**Required work:** Reproduce exactly the lines below, from the first one through the line containing "context.lineJoin = 'round';", and omit any pictures.

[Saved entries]
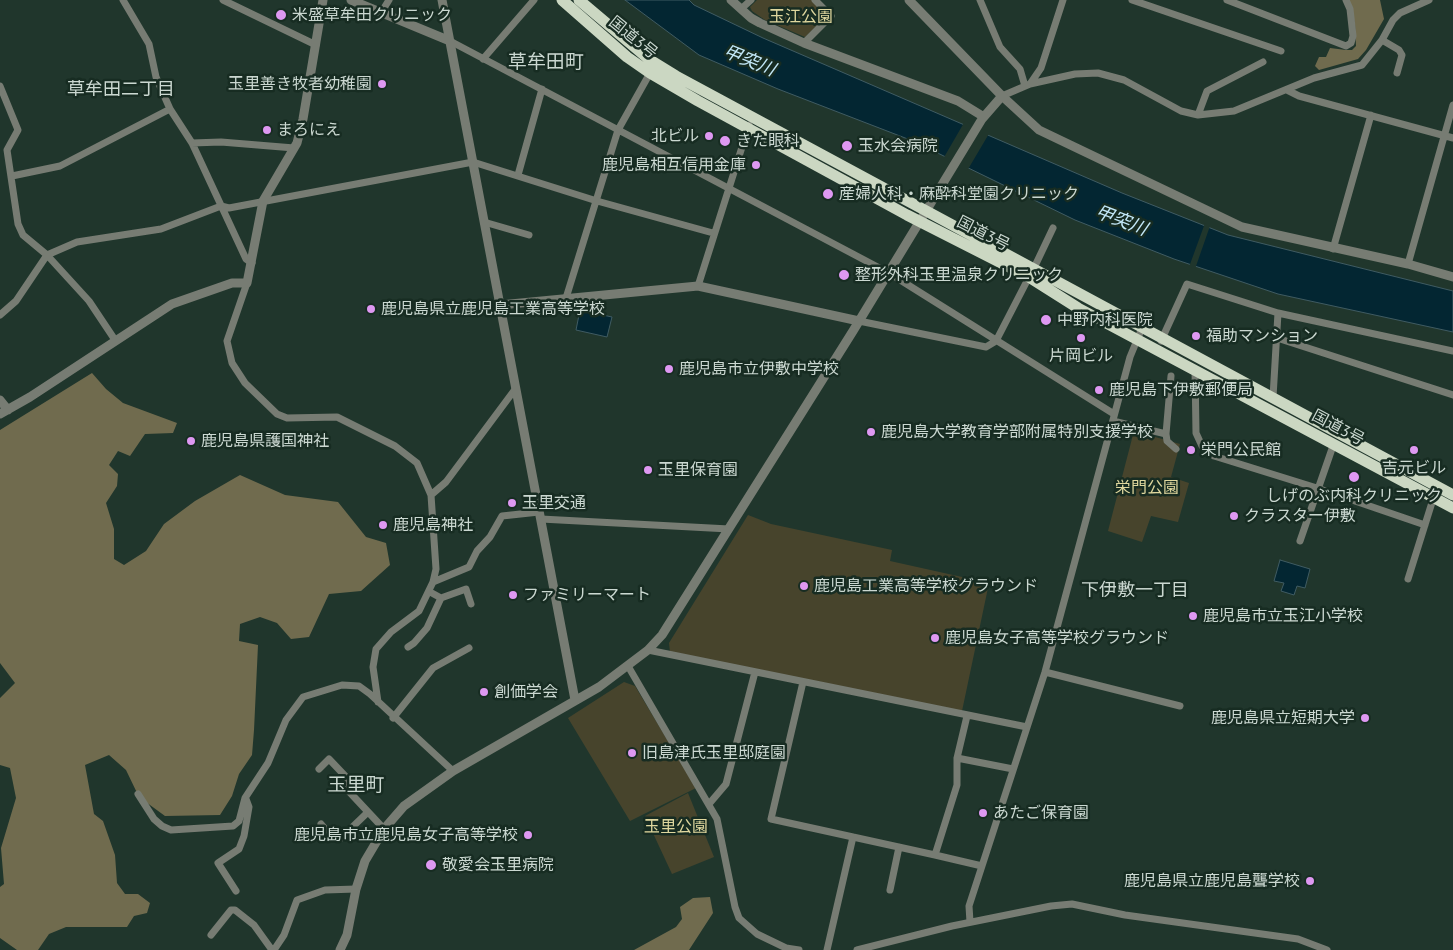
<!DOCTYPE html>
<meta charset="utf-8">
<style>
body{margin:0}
canvas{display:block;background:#20362c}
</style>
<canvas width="1453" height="950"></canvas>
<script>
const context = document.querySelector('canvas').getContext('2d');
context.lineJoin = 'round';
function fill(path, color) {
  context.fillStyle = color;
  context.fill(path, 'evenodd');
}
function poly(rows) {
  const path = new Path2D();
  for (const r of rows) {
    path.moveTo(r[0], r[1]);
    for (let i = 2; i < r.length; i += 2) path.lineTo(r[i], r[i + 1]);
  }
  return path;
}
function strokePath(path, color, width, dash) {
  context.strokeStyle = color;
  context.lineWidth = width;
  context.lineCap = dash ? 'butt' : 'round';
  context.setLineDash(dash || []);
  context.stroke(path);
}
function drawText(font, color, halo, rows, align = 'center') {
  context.font = font + ' "PT Sans","Noto Sans JP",sans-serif';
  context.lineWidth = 5;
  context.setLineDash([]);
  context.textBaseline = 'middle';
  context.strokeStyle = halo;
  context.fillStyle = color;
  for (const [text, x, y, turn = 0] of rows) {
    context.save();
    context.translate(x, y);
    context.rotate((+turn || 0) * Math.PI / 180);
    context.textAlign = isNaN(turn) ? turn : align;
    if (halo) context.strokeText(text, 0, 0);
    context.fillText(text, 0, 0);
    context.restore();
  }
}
fill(poly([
 [757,0,812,0,825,13,825,18,805,37,765,20,752,11,750,7],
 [1134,431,1180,444,1171,477,1189,483,1178,522,1151,516,1142,542,1108,531],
 [748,515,771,524,892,550,890,561,989,583,962,711,670,652,669,643],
 [624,682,635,686,696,788,630,821,568,718],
 [688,793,714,857,672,874,645,816]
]), '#47442c');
fill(poly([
 [1349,0,1380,0,1384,19,1366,50,1358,59,1319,70,1315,66,1319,57,1326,57,1330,48,1346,50,1352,50,1356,46,1355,24],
 [92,373,106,389,123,403,177,423,173,433,145,434,130,456,118,451,109,465,118,474,117,486,106,503,114,529,114,559,124,565,146,551,164,524,195,501,240,475,285,495,338,502,366,537,386,543,390,565,361,591,329,594,309,637,291,639,277,623,260,617,240,624,239,641,258,645,254,730,252,755,239,774,232,796,220,815,165,816,139,797,126,770,109,755,85,765,94,814,103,821,115,855,117,883,125,894,138,894,150,903,147,913,134,916,127,927,66,927,49,934,38,950,17,950,0,938,0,887,4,884,1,848,16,798,10,768,0,765,0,698,15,683,0,663,0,430],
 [710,897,713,913,689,950,634,950,676,927,682,919,680,907,693,898]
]), '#706b4e');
const water = poly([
 [625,0,689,0,694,5,763,38,1122,193,1228,235,1453,291,1453,332,1278,294,1174,259,1075,220,913,141,778,89,699,55,625,0],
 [580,310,612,317,607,337,576,330,580,310],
 [1280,560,1310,569,1305,588,1297,586,1294,595,1281,591,1284,583,1274,581,1280,560]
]);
fill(water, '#032632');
strokePath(water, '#3f5b62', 1);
fill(poly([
 [965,121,990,132,967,171,943,159],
 [1205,223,1210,226,1195,269,1189,267]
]), '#20362c');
strokePath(poly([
 [123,0,149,44,156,77,170,109,192,143,246,259,252,263],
 [223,0,316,45],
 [980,0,1000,47,1020,69,1025,86],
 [1132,0,1281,51],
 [1227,0,1346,46,1351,43,1353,36,1350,9,1346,0],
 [741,9,751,0],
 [381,13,389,0],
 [1382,40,1399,50,1402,55,1397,73],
 [450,41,889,273,1114,414],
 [804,43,831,16,815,0],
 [483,59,534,0],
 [1030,84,1041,68,1063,0],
 [0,86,18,130,7,150,18,224,23,235,47,255,89,301,115,340],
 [1287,90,1299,96,1453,138],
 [1002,96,1030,84,1075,74,1098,73,1124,80,1181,111,1198,115,1234,111,1314,78,1362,65,1382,40,1393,20,1400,13,1429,0],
 [1198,115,1207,91,1263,62],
 [192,143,221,142,294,148],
 [518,175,542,89],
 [12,176,60,166,170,109],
 [484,222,529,235],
 [1333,249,1371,115],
 [1408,264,1453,105],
 [1034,268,1053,228],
 [247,283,227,341,232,363,245,383,277,414,287,418,337,417,395,446,417,463,431,495,436,569,433,582,419,611,391,632,376,649,373,667,378,702],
 [698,286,749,125],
 [566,298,618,130,650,73],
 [0,315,16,301,47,255,77,242,161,229,221,206,229,208,473,162,597,201,713,233],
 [859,321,986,347,996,341,1029,277],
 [1277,338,1453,395],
 [1161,341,1187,284,1278,313,1453,351],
 [1195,369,1196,433,1202,446,1214,456,1317,488,1425,525],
 [1171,376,1166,434,1167,441,1176,449],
 [1273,397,1278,313],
 [1113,421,1166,434],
 [431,495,446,482,516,388],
 [541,519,729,529],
 [1300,541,1334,443],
 [1408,579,1434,496],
 [433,582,469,567,477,551,490,537,502,516,539,512],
 [441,598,466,589,471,604],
 [408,647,414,643,427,628,441,598,430,592],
 [648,650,1027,727],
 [628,666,717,819,735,907,739,918,757,934,786,948,799,950],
 [1045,672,1180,706],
 [803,682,771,819,935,855,957,785,957,758,967,716],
 [393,718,433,668,469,648],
 [957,758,1013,769],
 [319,769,329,759,348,779,342,784,384,829],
 [138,794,154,819,162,826,171,830,233,826,239,821,245,798,268,763,286,720,303,697,342,685,359,686,370,694,453,771],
 [709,804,726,784,755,672],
 [321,824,326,830,334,830,341,838,368,812],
 [935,855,982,866],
 [890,890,899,847],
 [236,891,218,863,239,849,244,836,249,807,246,799],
 [970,922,969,906,1045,672,1130,357,1142,328],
 [211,935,231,910,235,910,254,925,272,950],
 [274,950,284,935,297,900,325,890,356,889],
 [827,950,853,837],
 [857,950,952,926,1051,906,1072,904,1125,915,1298,939,1327,950]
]), '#777c73', 7);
strokePath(poly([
 [351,0,450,41],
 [442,0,575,700],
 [731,0,751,18,760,23,804,43,958,101,984,117],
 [909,0,1002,96,1039,130,1242,227,1408,264,1453,277],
 [500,305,698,286,859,321],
 [0,400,8,410],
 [0,414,30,397,172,304,232,283,247,283,263,201,297,143,303,119,323,0],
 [340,950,347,935,356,889,365,861,384,829,404,806,453,771,599,687,648,650,662,635,853,331,982,119,1002,96]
]), '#777c73', 9);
strokePath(poly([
 [562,0,627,57,650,73,698,101,907,215,1029,277,1078,308,1453,508],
 [579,0,650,60,676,76,1453,495]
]), '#cbd7c2', 11);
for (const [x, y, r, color] of [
 [281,15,6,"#de98f2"],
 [382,84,5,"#de98f2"],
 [267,130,5,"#de98f2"],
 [709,136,5,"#de98f2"],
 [725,141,6,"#de98f2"],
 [847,146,6,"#de98f2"],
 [756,165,5,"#de98f2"],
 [828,194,6,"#de98f2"],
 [844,275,6,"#de98f2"],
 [371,309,5,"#de98f2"],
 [1046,320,6,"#de98f2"],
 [1196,336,5,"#de98f2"],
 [1081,338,5,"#de98f2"],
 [669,369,5,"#de98f2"],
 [1099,390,5,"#de98f2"],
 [871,432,5,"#de98f2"],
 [191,441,5,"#de98f2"],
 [1191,450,5,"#de98f2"],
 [1414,450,5,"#de98f2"],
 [648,470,5,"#de98f2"],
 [1354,477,6,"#de98f2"],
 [512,503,5,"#de98f2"],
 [1234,516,5,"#de98f2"],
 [383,525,5,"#de98f2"],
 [804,586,5,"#de98f2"],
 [513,595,5,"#de98f2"],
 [1193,616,5,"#de98f2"],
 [935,638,5,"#de98f2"],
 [484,692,5,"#de98f2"],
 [1365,718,5,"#de98f2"],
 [632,753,5,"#de98f2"],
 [983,813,5,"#de98f2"],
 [528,835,5,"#de98f2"],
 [431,865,6,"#de98f2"],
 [1310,881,5,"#de98f2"]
]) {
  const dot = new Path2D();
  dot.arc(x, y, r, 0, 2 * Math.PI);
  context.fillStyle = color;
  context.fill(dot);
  strokePath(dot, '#172c22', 2);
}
drawText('16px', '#cbd8d1', '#172c22', [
 ["米盛草牟田クリニック",292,15],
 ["玉里善き牧者幼稚園",372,84,"right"],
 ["まろにえ",277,130],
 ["北ビル",699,136,"right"],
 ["きた眼科",736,141],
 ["玉水会病院",858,146],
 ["鹿児島相互信用金庫",746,165,"right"],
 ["産婦人科・麻酔科堂園クリニック",839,194],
 ["整形外科玉里温泉クリニック",855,275],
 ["鹿児島県立鹿児島工業高等学校",381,309],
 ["中野内科医院",1057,320],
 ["福助マンション",1206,336],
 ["片岡ビル",1081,356,"center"],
 ["鹿児島市立伊敷中学校",679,369],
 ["鹿児島下伊敷郵便局",1109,390],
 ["鹿児島大学教育学部附属特別支援学校",881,432],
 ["鹿児島県護国神社",201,441],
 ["栄門公民館",1201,450],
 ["吉元ビル",1414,468,"center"],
 ["玉里保育園",658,470],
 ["しげのぶ内科クリニック",1354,496,"center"],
 ["玉里交通",522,503],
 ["クラスター伊敷",1244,516],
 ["鹿児島神社",393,525],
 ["鹿児島工業高等学校グラウンド",814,586],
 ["ファミリーマート",523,595],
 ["鹿児島市立玉江小学校",1203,616],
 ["鹿児島女子高等学校グラウンド",945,638],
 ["創価学会",494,692],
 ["鹿児島県立短期大学",1355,718,"right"],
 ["旧島津氏玉里邸庭園",642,753],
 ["あたご保育園",993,813],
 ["鹿児島市立鹿児島女子高等学校",518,835,"right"],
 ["敬愛会玉里病院",442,865],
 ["鹿児島県立鹿児島聾学校",1300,881,"right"]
], 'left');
drawText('16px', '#dfd79e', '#172c22', [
 ["玉江公園",801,17],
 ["栄門公園",1147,488],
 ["玉里公園",676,827]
]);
drawText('16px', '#cbd8d1', '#172c22', [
 ["国道3号",633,38,39],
 ["国道3号",983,234,27],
 ["国道3号",1338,428,28]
]);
drawText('italic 18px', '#c3e8f8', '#172c22', [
 ["甲突川",749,61,22],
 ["甲突川",1121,221,21]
]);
drawText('18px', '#cbd8d1', '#172c22', [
 ["草牟田二丁目",121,90],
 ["下伊敷一丁目",1135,591]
]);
drawText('19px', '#cbd8d1', '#172c22', [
 ["草牟田町",546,63],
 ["玉里町",356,786]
]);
</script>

**Your solution:**
<!DOCTYPE html>
<meta charset="utf-8">
<style>
body{margin:0}
canvas{display:block;background:#20362c}
</style>
<canvas width="1453" height="950"></canvas>
<script>
const context = document.querySelector('canvas').getContext('2d');
context.lineJoin = 'round';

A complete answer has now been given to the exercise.